In the block log, the reason given was "vandalism". A similar thing happened when an inline-referenced mention of the World War II Glina massacres was added to the "History" section of the entry on Glina. "Q" removed it, then immediately protected the article. The reason he gave was "frequent vandalism" – once again, a blatantly false statement.
"Z"'s on-wiki quotes include:
Ante Pavelić was not a fascist
andThere is no tangible evidence of mass executions [taking place in the Jasenovac concentration camp]
[Slovenian writer] Roman Leljak announces the publication of documents [...] about the real number of victims in Jasenovac [concentration camp]. According to him, that number is 1,654, natural deaths included. So much for the accusations by the so-called anti-fascists, the Serbian side, and some random historians who want to smear Croatia and hold it hostage with their lies.
When the claim of 1,654 victims of the Jasenovac concentration camp ended up in the article itself, an editor expressed his disagreement with it in "Z"'s talk page. For this, "Z" gave him a 30-day block. His conclusion:
We have an exact list of people in the camp (which is 18,600), and how many of them died (which is 1,654). All other so-called sources are fabrications and lies.
The trouble here is, of course, that Leljak is a self-styled "researcher" with no academic background or recognition, who is widely associated with Holocaust revisionism.[8][9] Reputable modern-day sources put the number of Jasenovac victims at 80 to 100 thousand.[10][11]
One more rather extreme example of right-wing POV is provided by "K", who added the following content into the Croatian Wikipedia entry on Milan Tepić:
[The Presidency of SFRY] did not consider the fact that he caused the deaths of Yugoslav People's Army conscripts, whom he did not ask if they wanted to die, nor did he look into the eyes of parents, friends and family of these conscripts, whose deaths were caused by his terrorist, lunatic act.

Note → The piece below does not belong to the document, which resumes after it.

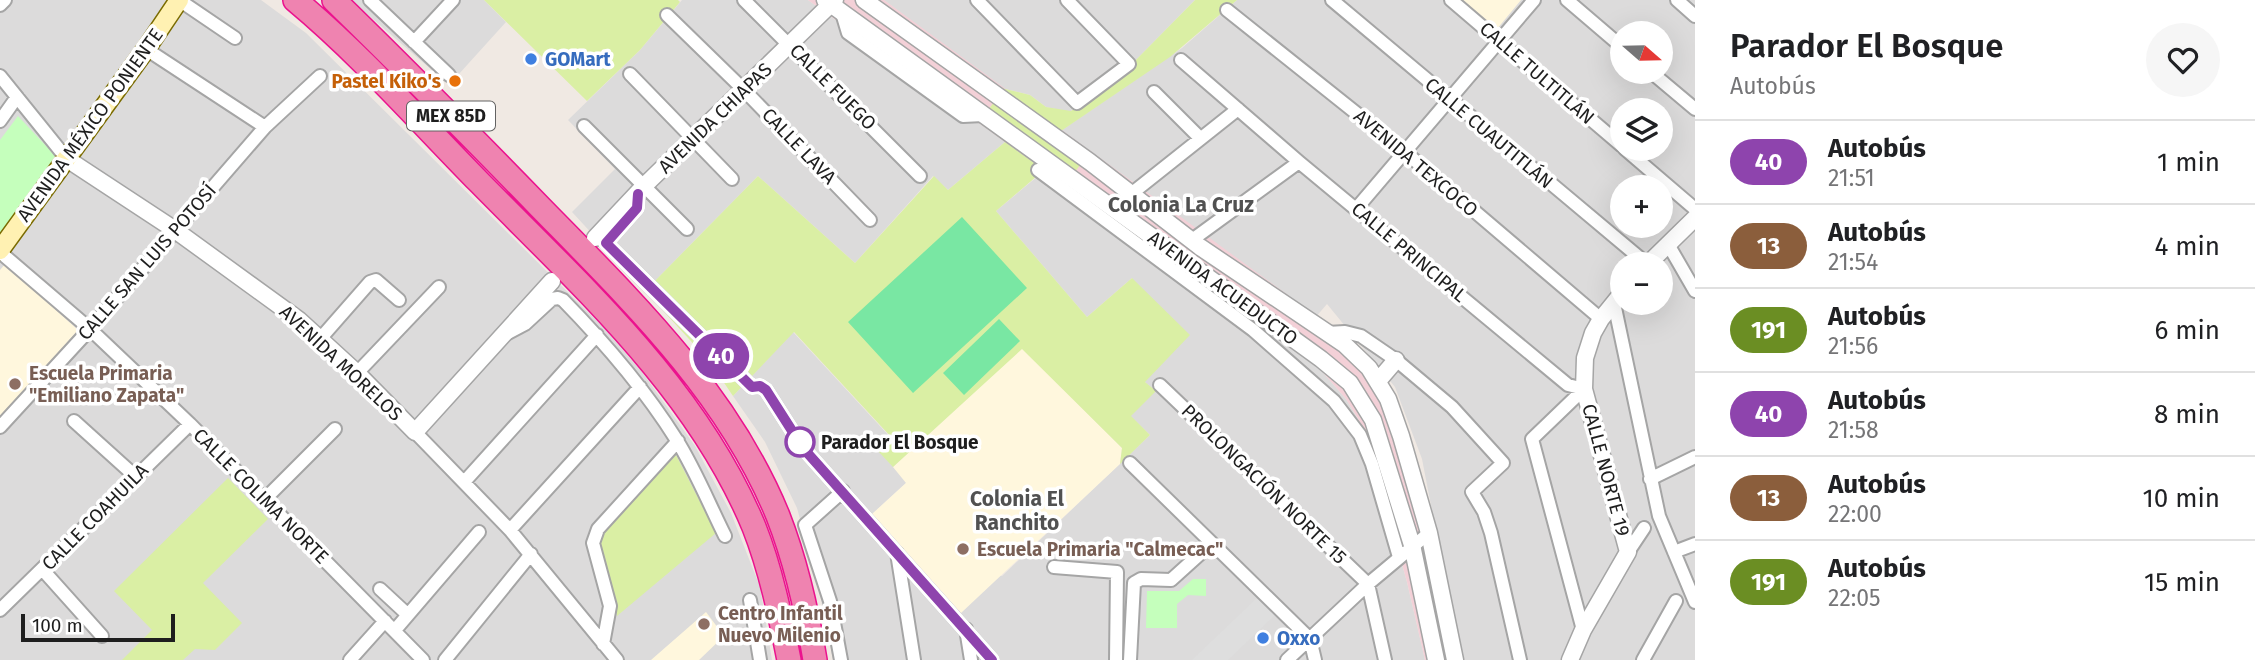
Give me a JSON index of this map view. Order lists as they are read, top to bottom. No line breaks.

All attempts to remove this text have been reverted – some of them by "K" himself – so the above sentence is still present in the article, more than a year later. Again, voicing disagreement with things like these may not be advisable. In one instance, an editor tried to file a formal complaint against two admins, "Z" and "K", but "K" immediately responded to the complaint by deleting it and giving the editor an indefinite block.

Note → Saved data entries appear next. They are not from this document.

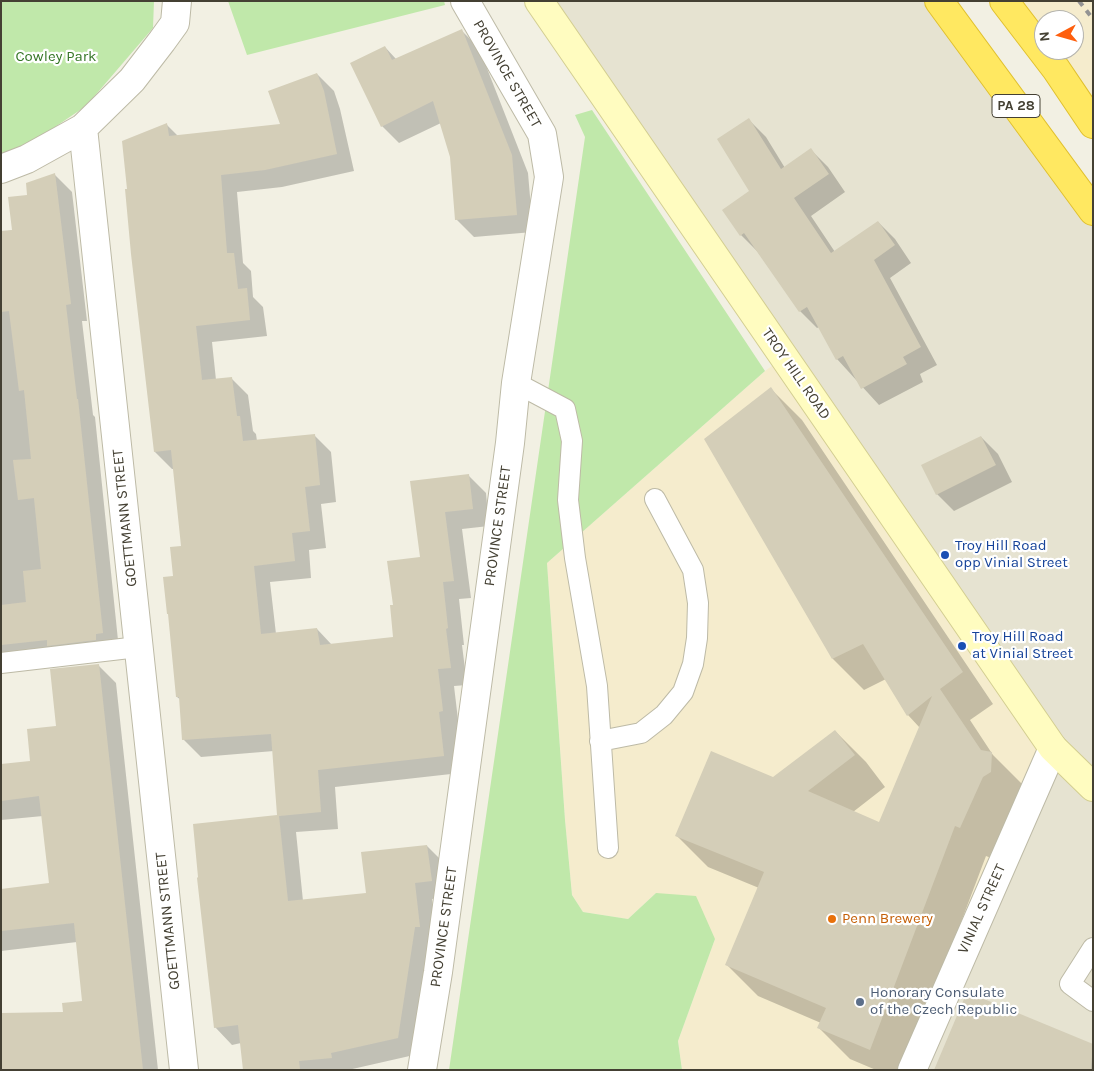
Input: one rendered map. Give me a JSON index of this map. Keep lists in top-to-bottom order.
{
  "streets": {
    "highway": ["PA 28"],
    "street": [
      "PROVINCE STREET",
      "TROY HILL ROAD",
      "GOETTMANN STREET",
      "VINIAL STREET"
    ]
  },
  "crossings": [
    ["TROY HILL ROAD", "VINIAL STREET"]
  ],
  "parks": ["Cowley Park"],
  "places": [
    "Troy Hill Road opp Vinial Street",
    "Troy Hill Road at Vinial Street",
    "Penn Brewery",
    "Honorary Consulate of the Czech Republic"
  ],
  "north": "left"
}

The situation right now is an end result of a decade-long process in which a small group of administrators drove out or silenced all dissenters, either by blocks or attrition. Many editors, including some of the dissenting admins, have left Croatian Wikipedia. Those who haven't abandoned Wikipedia altogether are resigned to edit elsewhere, chiefly at Serbo-Croatian Wikipedia. Since there is no opposition left, change has become impossible without outside intervention. It isn't coming from the WMF, though. They know about the issue, but reportedly have no comment.[12] Back in 2013, Jimbo Wales seemed to be interested,[13] but nothing of substance has changed since.
It is necessary to face the reality: just as there is nothing inevitable about democracy,[14] there is nothing inevitable about Wikipedia's values. Is the Croatian Wikipedia "the sum of all human knowledge," or just a digital dictatorship?
According to [Roman Leljak's] media annoucements, he denies that Jasenovac was also a death camp, and reduces the number of victims to several thousand. A book by this denialist and revisionist, which is how reputable scientists call him, will receive promotion in, among other locations, places owned by the Catholic Church [...]
The things [about the situation in Croatian Wikipedia] that I'm most interested in are allegations of extreme bias and rewriting of history, and of people being blocked for holding opinions different from administrators.